Application of ZnO NPs, SiO2 NPs and Date Pollen Extract as Partial Substitutes to Nitrogen, Phosphorus, and Potassium Fertilizers for Sweet Basil Production

El-Sayed Mohamed El-Mahrouk; Ekramy Abdel Moatamed Atef; Mohamed Kadry Gabr; Mahmoud Ahmed Aly; Aleksandra Głowacka; Mohamed A A Ahmed

doi:10.3390/plants13020172

Application of ZnO NPs, SiO₂ NPs and Date Pollen Extract as Partial Substitutes to Nitrogen, Phosphorus, and Potassium Fertilizers for Sweet Basil Production

Plants (Basel). 2024 Jan 8;13(2):172. doi: 10.3390/plants13020172.

Authors

El-Sayed Mohamed El-Mahrouk¹, Ekramy Abdel Moatamed Atef², Mohamed Kadry Gabr³, Mahmoud Ahmed Aly³, Aleksandra Głowacka⁴, Mohamed A A Ahmed²

Affiliations

¹ Horticulture Department, Faculty of Agriculture, Kafr El-Sheikh University, Kafr El-Sheikh 33516, Egypt.
² Plant Production Department (Horticulture-Medicinal and Aromatic Plants), Faculty of Agriculture (Saba Basha), Alexandria University, Alexandria 21531, Egypt.
³ Plant Production Department, Faculty of Agriculture (Saba Basha), Alexandria University, Alexandria 21531, Egypt.
⁴ Department of Plant Cultivation Technology and Commodity Sciences, University of Life Sciences in Lublin, 13 Akademicka Street, 20-950 Lublin, Poland.

Abstract

The reduction in mineral fertilizer usage is crucial to the production of medicinal and aromatic products for safety and health purposes.
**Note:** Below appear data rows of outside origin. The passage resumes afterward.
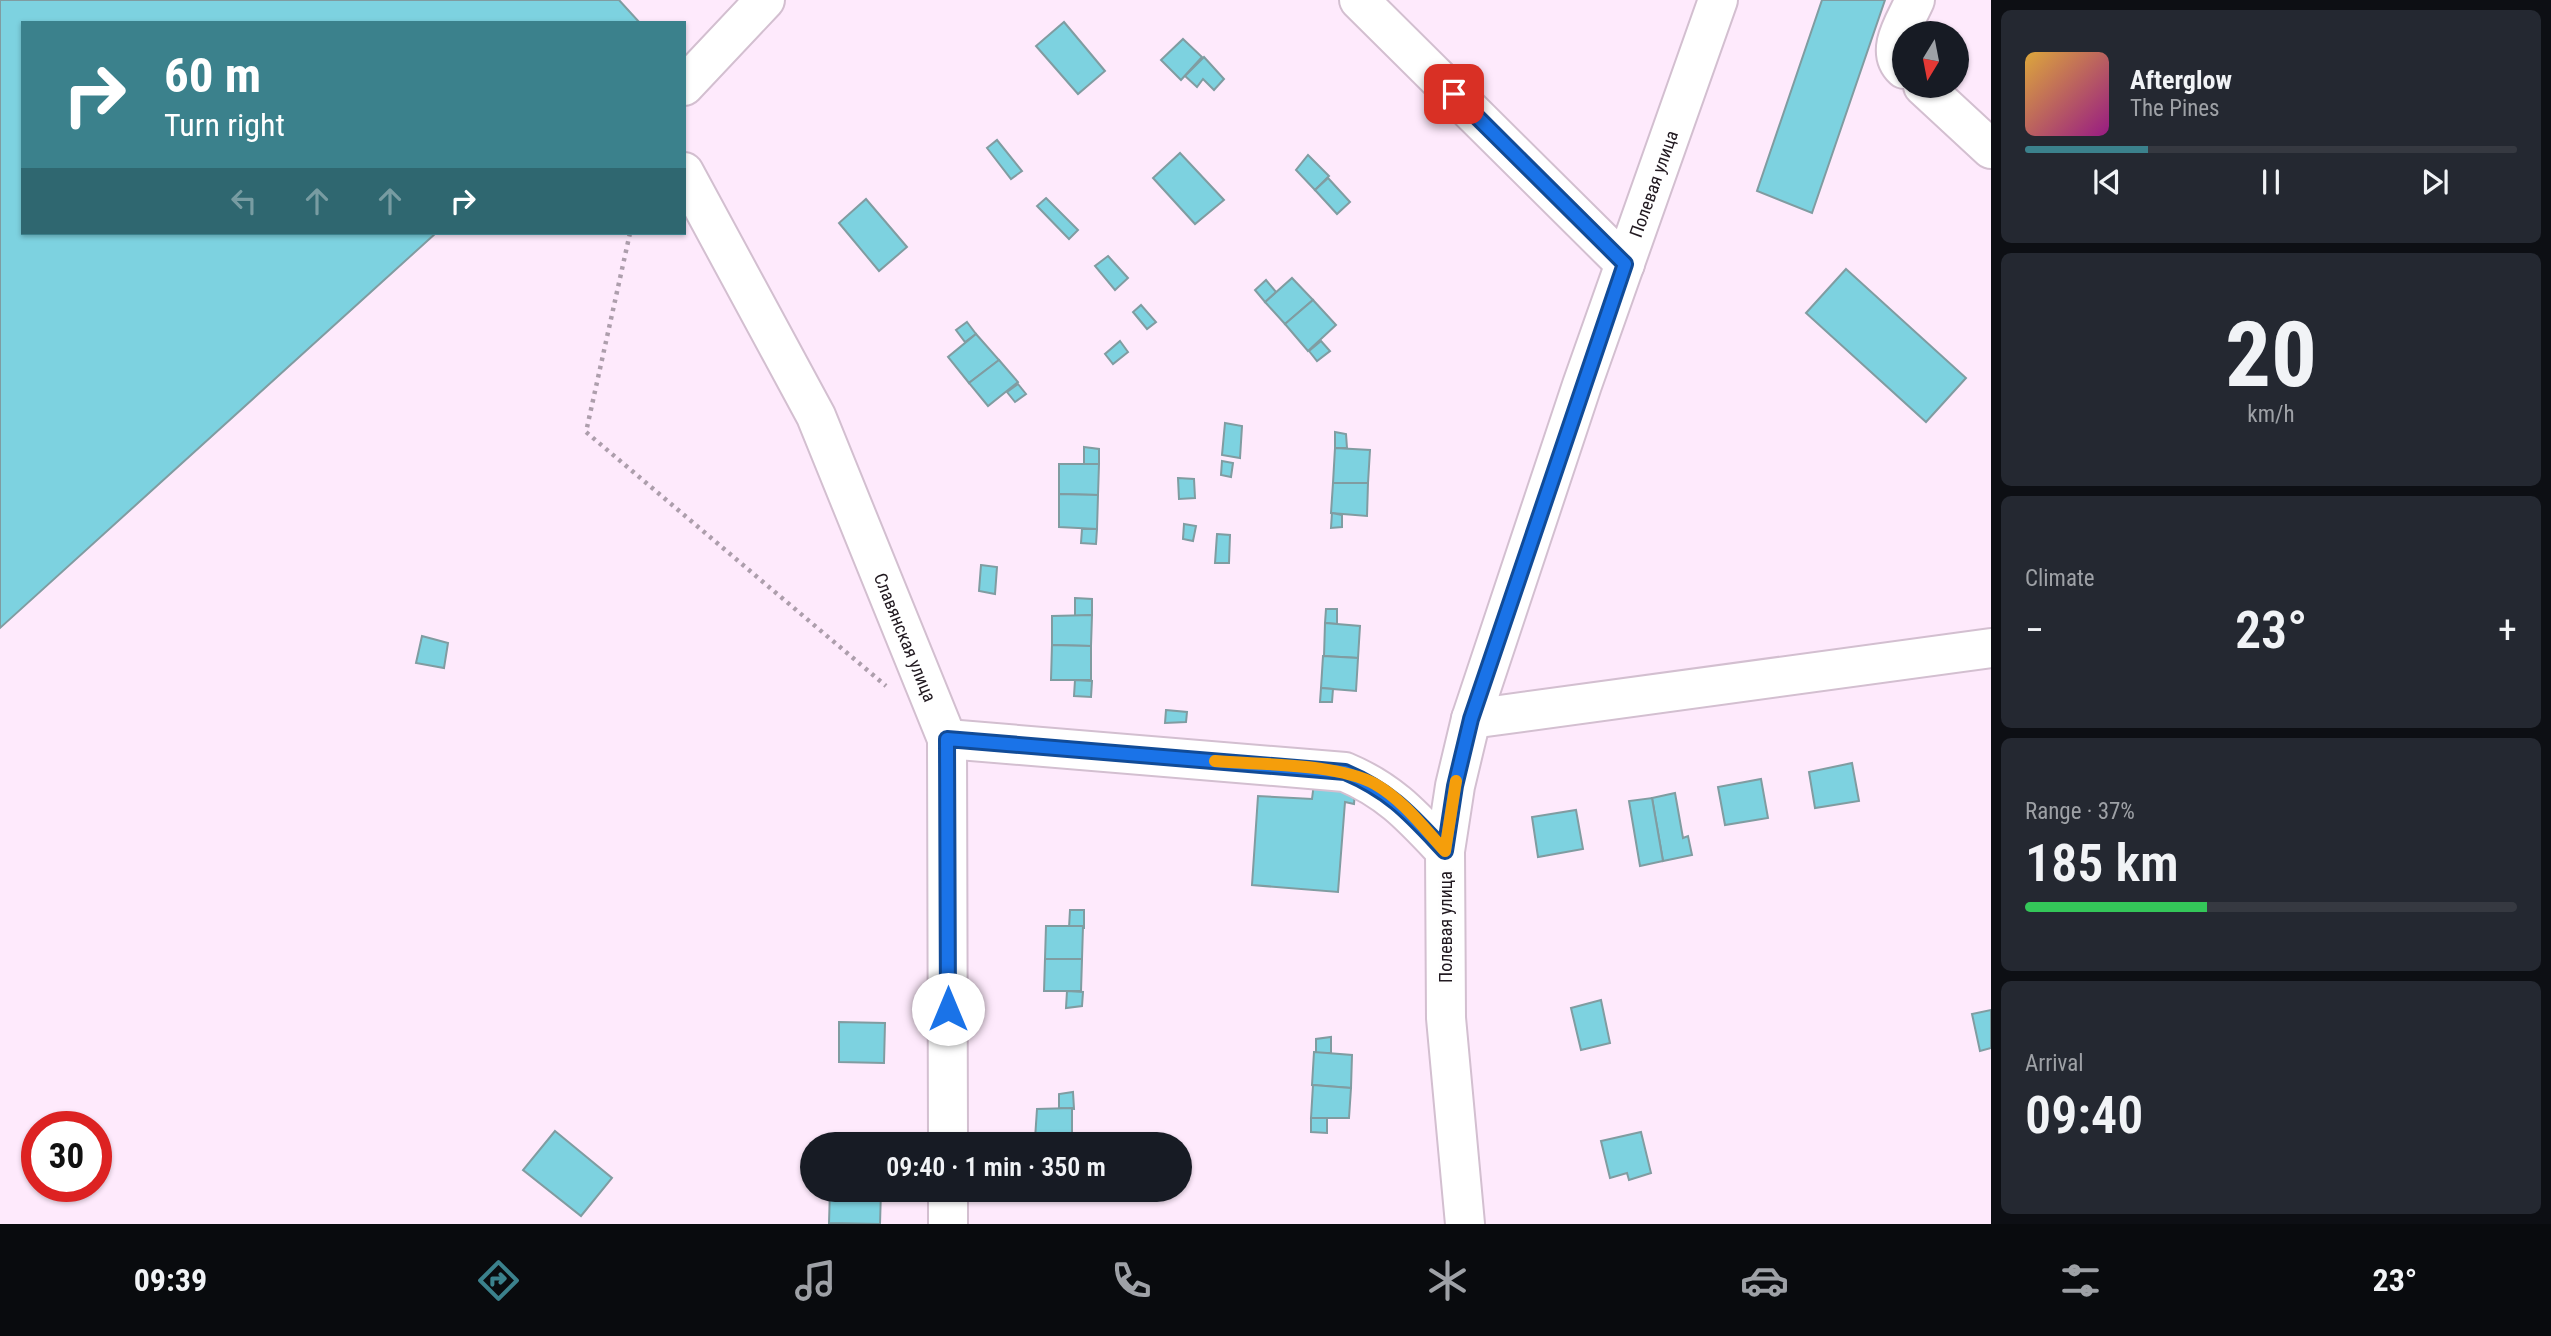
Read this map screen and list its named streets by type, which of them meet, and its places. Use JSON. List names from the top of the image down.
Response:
{
  "streets": {
    "street": ["Полевая улица", "Славянская улица"]
  },
  "north": "bottom",
  "page": {
    "turn": ["60 m", "Turn right"],
    "song": ["Afterglow", "The Pines"],
    "tile": [
      ["20", "km/h"],
      "Climate",
      ["Range · 37%", "185 km"],
      ["Arrival", "09:40"]
    ],
    "heat": ["−", "23°", "+"],
    "limit": "30",
    "trip": "09:40 · 1 min · 350 m",
    "tabs": ["09:39", "23°"]
  }
}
Presently, nanotechnology and the utilization of natural extracts have been extensively studied due to their significant contribution. Ocimum basilicum is commonly employed for various medicinal and aromatic applications. Therefore, randomized complete block design field experiments containing 10 treatments were conducted during the 2021 and 2022 seasons to investigate the effect of nanoparticles (NPs) of ZnO (1.5 and 2.0 g/L) and SiO₂ (100 and 150 mg/L) and date palm pollen extract (DPPE) at 10 and 20 g/L either alone or in combination with the ¾ or ½ NPK recommended dose (RD). The NPK RD was served as a control treatment on basil plant production in each season. The effectiveness of ZnO NPs, SiO₂ NPs, and DPPE for the decrease in NPK utilization was evaluated. Meanwhile, the most effective treatment for vegetative traits (except for plant height), essential oil %, and yield was ½ NPK RD + 20 g/L DPPE + 2.0 g/L ZnO NPs. Such a treatment increased the branch number/plant, main stem diameter, relevant chlorophyll content, fresh weight/plant, dry weight/plant, essential oil %, and essential oil yield/plant by 21.00 and 9.94%, 58.70 and 40.00%, 20.69 and 15.83%, 68.83 and 58.28%, 48.70 and 56.16%, 45.71 and 35.53%, and 113.22 and 110.32% over the control in the two seasons, respectively. For total phenol and antioxidant activity, the most effective treatments were the ¾ NPK +1.5 g/L ZnO NPs and ½ NPK +2.0 g/L ZnO NPs, respectively. Simultaneously, essential oil composition (with their compound numbers identified (11-29 for control and ¾ NPK RD + 1.5 g/L ZnO NPs)) and the percentage of total compounds, monoterpene hydrocarbons, sesquiterpene hydrocarbons, and oxygenated hydrocarbons were varied among the used applications. The major observed compounds (>8%) estragole, methyl eugenol, linalool, cineole, and caryophyllene were found in different treatments. Thus, the findings of this study indicate the favorable utilization of ZnO NPs, SiO₂ NPs, and DPPE in reducing the application of NPK, which may present a novel strategy and beneficial approach.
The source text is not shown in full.